During the sermon, I listened to the Sri Lankan priest - now safe from a brutal war - ask us to pray for tiny tots in Connecticut and how we were going to make this Christmas different.

So, I prayed - which is always harder than I care to admit. Then, I went home and put some "vushka" on, photographed them with a phone that's apparently smarter than me, and wrote what I hope are these simple if too many words. 

Because as those little "ears" float there in a soup of my making on a table in our house with my wife pottering, I am thankful to have heard the message of hope and light that is Christmas and share it with you.

Merry Christmas. Peace be with you.

(PS: Here's a link for "vushka" recipes from Olga Drozd: http://www.ukrainianclassickitchen.ca/index.php?topic=4920.msg7388#msg7388. Of Ukrainian heritage, Olga was born in Germany, raised in Australia and now lives in Canada, and I'm grateful for her really, really excellent website.)

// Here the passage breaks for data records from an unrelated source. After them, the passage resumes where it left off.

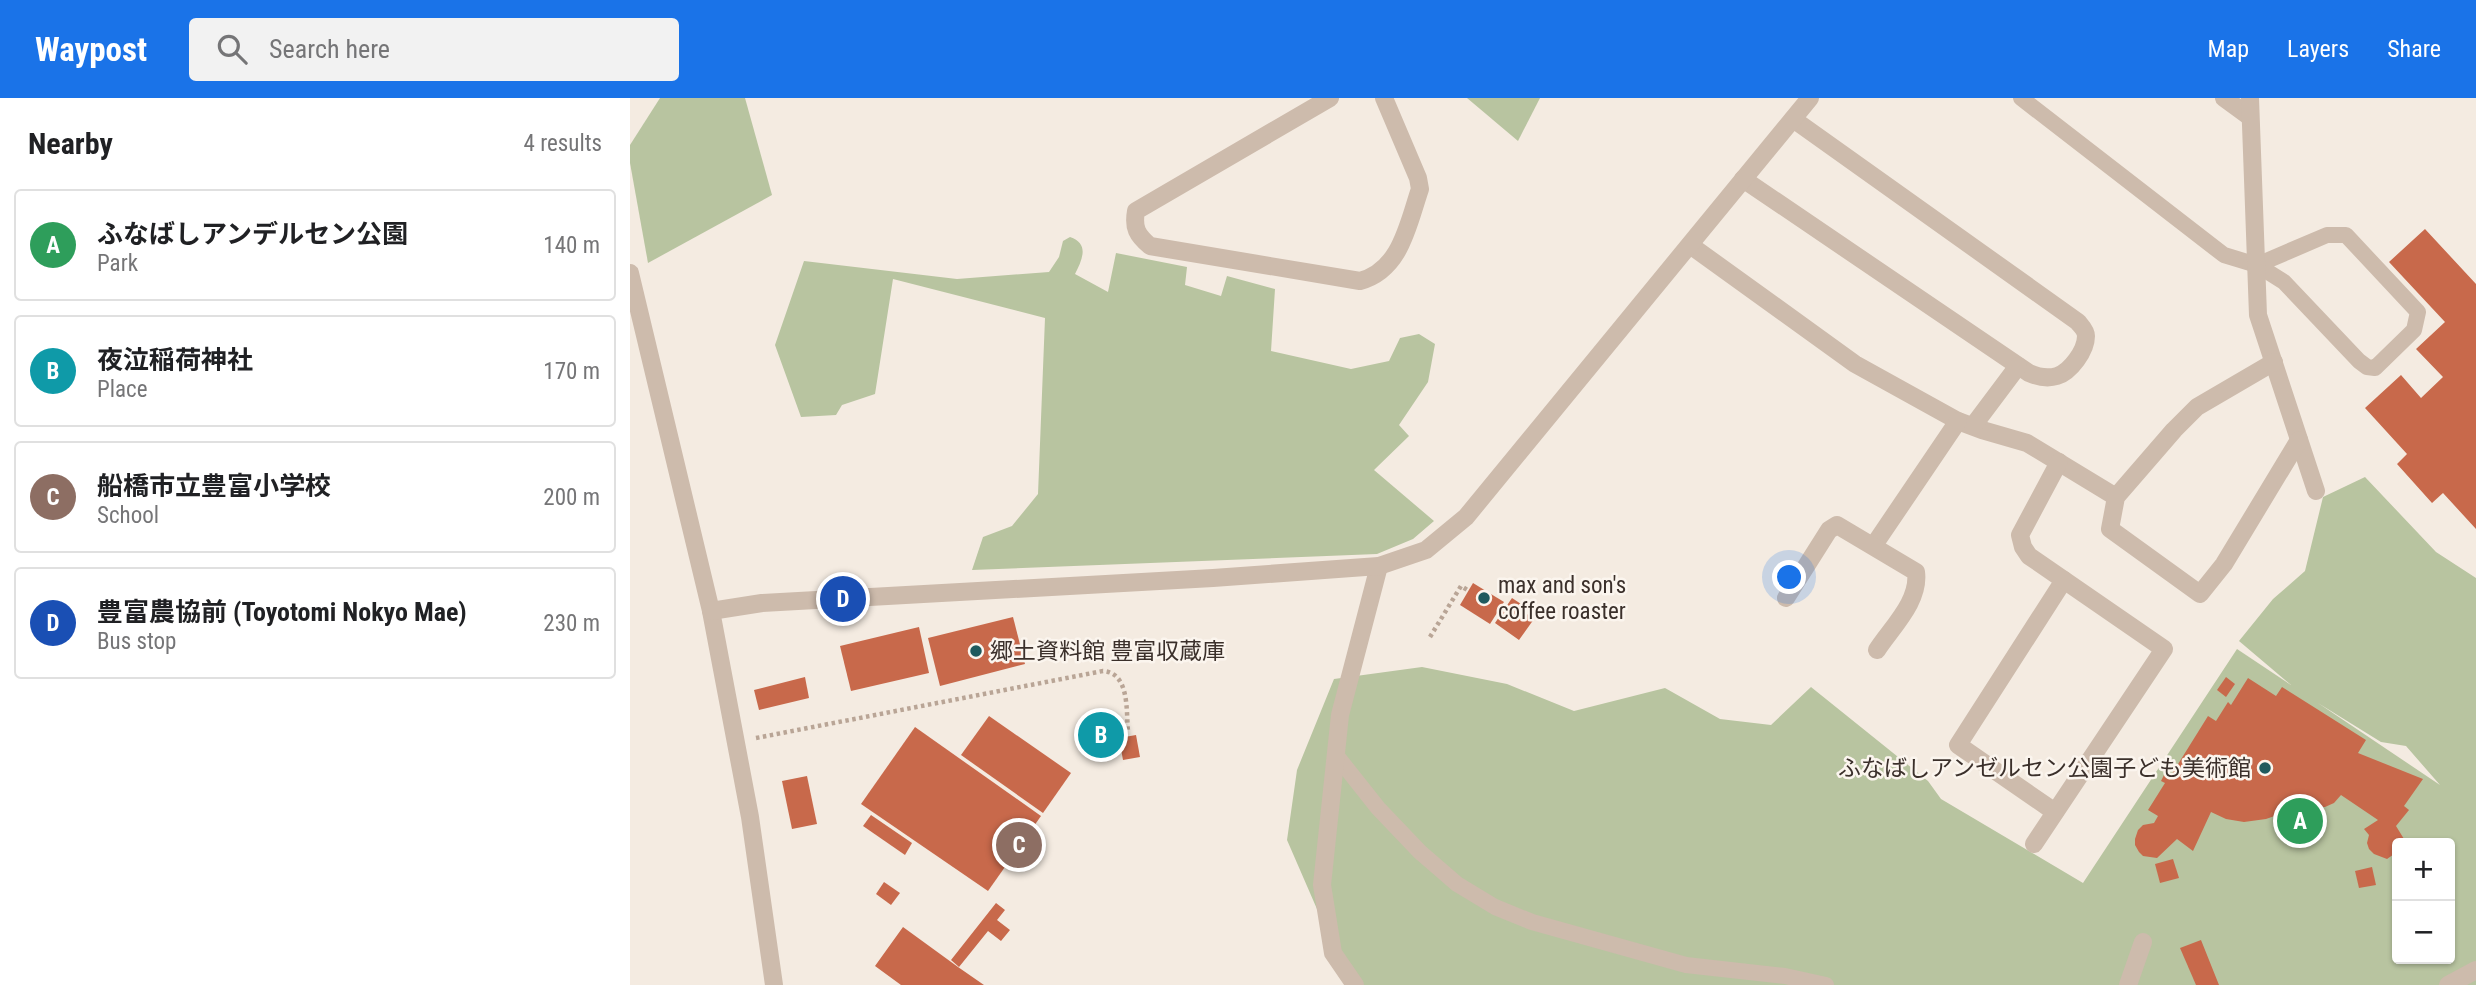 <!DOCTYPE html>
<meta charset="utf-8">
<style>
:root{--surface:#fff;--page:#f2f2f2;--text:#202124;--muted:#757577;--line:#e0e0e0;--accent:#1a73e8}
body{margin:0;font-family:"Roboto Condensed","Noto Sans JP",sans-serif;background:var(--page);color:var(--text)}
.controls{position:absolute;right:21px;bottom:21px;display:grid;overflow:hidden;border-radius:7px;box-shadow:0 2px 5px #0004}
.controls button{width:63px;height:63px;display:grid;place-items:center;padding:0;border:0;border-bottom:2px solid var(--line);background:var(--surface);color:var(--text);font:35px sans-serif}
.you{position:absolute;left:1160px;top:480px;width:24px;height:24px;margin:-18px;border:5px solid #fff;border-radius:50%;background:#1a73e8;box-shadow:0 0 0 10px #1a73e833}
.badge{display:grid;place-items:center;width:46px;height:46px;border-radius:50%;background:var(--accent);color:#fff;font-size:23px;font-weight:700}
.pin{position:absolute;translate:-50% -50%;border:4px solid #fff;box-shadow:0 2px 7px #0006}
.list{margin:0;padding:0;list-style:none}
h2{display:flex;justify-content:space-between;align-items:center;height:91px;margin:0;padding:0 28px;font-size:30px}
h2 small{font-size:23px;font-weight:400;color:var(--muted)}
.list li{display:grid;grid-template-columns:46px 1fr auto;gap:21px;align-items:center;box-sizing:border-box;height:112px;margin:0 14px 14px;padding:0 14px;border:2px solid var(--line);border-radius:7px}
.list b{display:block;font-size:26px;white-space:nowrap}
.list p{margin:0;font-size:23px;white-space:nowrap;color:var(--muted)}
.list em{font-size:23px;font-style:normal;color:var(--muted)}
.icon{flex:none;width:38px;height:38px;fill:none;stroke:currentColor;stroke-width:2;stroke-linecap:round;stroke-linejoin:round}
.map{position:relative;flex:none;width:1846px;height:887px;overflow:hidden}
header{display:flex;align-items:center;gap:42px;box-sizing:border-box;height:98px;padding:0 35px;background:var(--accent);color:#fff}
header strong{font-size:33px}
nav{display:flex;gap:38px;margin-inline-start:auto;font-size:24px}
.search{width:490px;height:63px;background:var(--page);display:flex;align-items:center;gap:18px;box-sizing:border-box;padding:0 24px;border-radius:7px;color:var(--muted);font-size:26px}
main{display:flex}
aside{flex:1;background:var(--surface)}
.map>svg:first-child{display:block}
.green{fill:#b8c4a0;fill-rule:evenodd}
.building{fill:#c8694b}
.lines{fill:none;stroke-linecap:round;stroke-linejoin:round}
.path{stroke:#b9a596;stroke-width:4.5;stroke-dasharray:3.5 3.5;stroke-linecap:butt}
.service{stroke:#cdbbac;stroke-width:16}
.pedestrian{stroke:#cdbbac;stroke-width:18}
.minor{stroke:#cdbbac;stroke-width:18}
.tertiary{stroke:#cdbbac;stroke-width:18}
.poi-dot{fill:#1f5a5e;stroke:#fbf5ee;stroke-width:2.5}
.labels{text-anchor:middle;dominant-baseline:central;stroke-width:5;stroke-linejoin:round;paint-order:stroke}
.poi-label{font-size:23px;fill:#3b302b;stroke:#fbf5ee;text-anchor:start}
</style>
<header>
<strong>Waypost</strong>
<div class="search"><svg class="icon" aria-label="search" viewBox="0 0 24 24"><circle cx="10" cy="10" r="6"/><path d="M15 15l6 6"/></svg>Search here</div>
<nav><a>Map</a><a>Layers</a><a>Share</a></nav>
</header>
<main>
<aside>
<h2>Nearby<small>4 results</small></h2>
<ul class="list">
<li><span class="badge" style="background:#2e9e5b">A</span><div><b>ふなばしアンデルセン公園</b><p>Park</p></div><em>140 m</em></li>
<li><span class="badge" style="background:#0f9aa8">B</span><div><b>夜泣稲荷神社</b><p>Place</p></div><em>170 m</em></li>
<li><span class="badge" style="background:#8d6e63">C</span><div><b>船橋市立豊富小学校</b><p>School</p></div><em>200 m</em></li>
<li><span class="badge" style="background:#1a4fb4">D</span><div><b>豊富農協前 (Toyotomi Nokyo Mae)</b><p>Bus stop</p></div><em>230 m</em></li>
</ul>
</aside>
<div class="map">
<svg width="1846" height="887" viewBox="0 0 1846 887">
<rect width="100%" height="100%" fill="#f4ebe1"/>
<g class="green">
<polygon points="30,0 115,0 142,97 18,165 0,65 0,47"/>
<polygon points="837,0 910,0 888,43"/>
<path d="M440,139c20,7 12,23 5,37l33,18 8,-39 71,14 -2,18 36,11 6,-20 48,13 -4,62 80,18 38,-8 11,-23 19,-4 16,10 -7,38 -29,43 10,11 -35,34 60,51 -21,18 -36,15 -405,16 11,-33 29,-11 26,-32 7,-176 -152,-39 -18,115 -33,11 -6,10 -35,2 -26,-72 29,-84 153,18 92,-7 10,-15 4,-16z"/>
<path d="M1735,379l71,75 40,26v407h-1126l-63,-145 10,-70 37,-91 88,-12 85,17 67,27 91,-23 55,31 51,6 40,-38 117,94 13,18 142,84 154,-234 54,36 -52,-44 34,-42 32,-28 18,-74zM1688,605l63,39 25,4 34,39zM1767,745h53v116h-53z"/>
</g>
<g class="building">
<polygon points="1795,131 1846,186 1846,431 1813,395 1802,405 1767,366 1777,356 1735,310 1771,277 1791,300 1813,279 1786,251 1815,224 1759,164"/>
<polygon points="843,485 874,504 860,526 830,507"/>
<polygon points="882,500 897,510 894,514 904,521 889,542 865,525"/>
<polygon points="383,519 395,566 310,588 298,540"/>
<polygon points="289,529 299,575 221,593 210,548"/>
<polygon points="175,579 179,600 129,612 124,592"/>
<polygon points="1596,579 1605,586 1596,599 1587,592"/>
<polygon points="1618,580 1646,598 1652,589 1736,642 1728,655 1793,681 1774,708 1779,712 1766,728 1774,741 1773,745 1767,745 1767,754 1757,761 1744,756 1739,751 1737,745 1739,737 1734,731 1748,722 1711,697 1704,705 1695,709 1684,709 1672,705 1664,711 1636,721 1614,724 1596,721 1581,714 1563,753 1547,741 1527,760 1513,758 1509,754 1505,747 1505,741 1508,732 1513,727 1524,725 1528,718 1518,712 1535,685 1531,683 1535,675 1540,679 1578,618 1586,623 1598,604 1601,607"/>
<polygon points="359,618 441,675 413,715 331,657"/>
<polygon points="285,629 411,718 358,793 231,706"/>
<polygon points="506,637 510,659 493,662 489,640"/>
<polygon points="177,678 187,726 162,731 152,683"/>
<polygon points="241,717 282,745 275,757 233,728"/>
<polygon points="1543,761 1549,780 1530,785 1525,766"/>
<polygon points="1742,769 1746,787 1729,790 1725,773"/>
<polygon points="254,784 270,795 261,807 246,796"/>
<polygon points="366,805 375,812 367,822 380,832 371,843 358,833 329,869 321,862"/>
<polygon points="273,829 328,869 354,887 271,887 245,868"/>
<polygon points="1571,842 1589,887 1566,887 1550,850"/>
</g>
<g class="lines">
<g class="path">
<polyline points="800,539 831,488 839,493"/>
<path d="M126,640l347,-67c27,2 23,40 25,60"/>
</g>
<g class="service">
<polyline points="1391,0 1594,157 1627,167"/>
<polygon points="1697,137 1716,137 1788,214 1784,232 1745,270 1737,269 1729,263 1654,184 1627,167"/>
<polyline points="706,657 748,710 790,754 827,786 865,809 902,824 1056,867 1155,878 1196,887"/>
</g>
<g class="pedestrian">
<polyline points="1498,887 1513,844"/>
<polyline points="1818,887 1846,872"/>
</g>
<g class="minor">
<path d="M700,0l-194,113c-3,17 1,24 14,35l210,35c41,-11 48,-57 60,-92l-2,-11 -34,-80"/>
<polyline points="1594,0 1620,19"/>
<polyline points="1620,0 1628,217 1686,393"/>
<path d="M1113,81l286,194c9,4 18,6 28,3 13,-4 29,-25 29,-40 0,-6 -5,-10 -8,-14l-285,-203"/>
<polyline points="1060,147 1225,266 1328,323 1352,332 1397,345 1486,399"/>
<polyline points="1644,264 1567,309 1544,332 1486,399 1480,431 1570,496 1594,466 1669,342"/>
<polyline points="1343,328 1388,268"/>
<polyline points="1244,447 1328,323"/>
<path d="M1156,500l43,-68 8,-5 79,47c4,29 -24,55 -39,78"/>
<polyline points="1425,714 1328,647 1434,482"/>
<polyline points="1404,746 1534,551 1399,458 1393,449 1390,437 1429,364"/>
<polyline points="725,887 703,855 692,787 710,617 749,468"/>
</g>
<g class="tertiary">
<polyline points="0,175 81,513 120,719 144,887"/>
<polyline points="81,513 132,505 583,480 749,468 796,452 836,419 1180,0"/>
</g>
</g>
<g class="poi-dot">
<circle cx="854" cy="500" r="7"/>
<circle cx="346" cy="553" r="7"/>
<circle cx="1635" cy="670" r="7"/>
</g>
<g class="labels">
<g class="poi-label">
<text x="868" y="487">max and son's<tspan x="868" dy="26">coffee roaster</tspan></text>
<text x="360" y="553">郷土資料館 豊富収蔵庫</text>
<text x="1621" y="670" text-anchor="end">ふなばしアンゼルセン公園子ども美術館</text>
</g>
</g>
</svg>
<div class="controls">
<button>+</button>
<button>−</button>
</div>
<div class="you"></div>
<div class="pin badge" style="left:1670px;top:723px;background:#2e9e5b">A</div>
<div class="pin badge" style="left:471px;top:637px;background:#0f9aa8">B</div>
<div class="pin badge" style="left:389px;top:747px;background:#8d6e63">C</div>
<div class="pin badge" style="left:213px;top:501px;background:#1a4fb4">D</div>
</div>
</main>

  1. Peter you never cease to amaze me, at first my thought was ok dumplings an entertaining subject. I thank you for your time for putting vision not only into words, but how the smallest of things can bring out the best of wonders. Thanks for sharing them with us...Merry Christmas to you and yours...awaiting the next dumpling exploit! :)

  2. Thanks, Irene - you are very kind. All the best to you and yours for the sviata.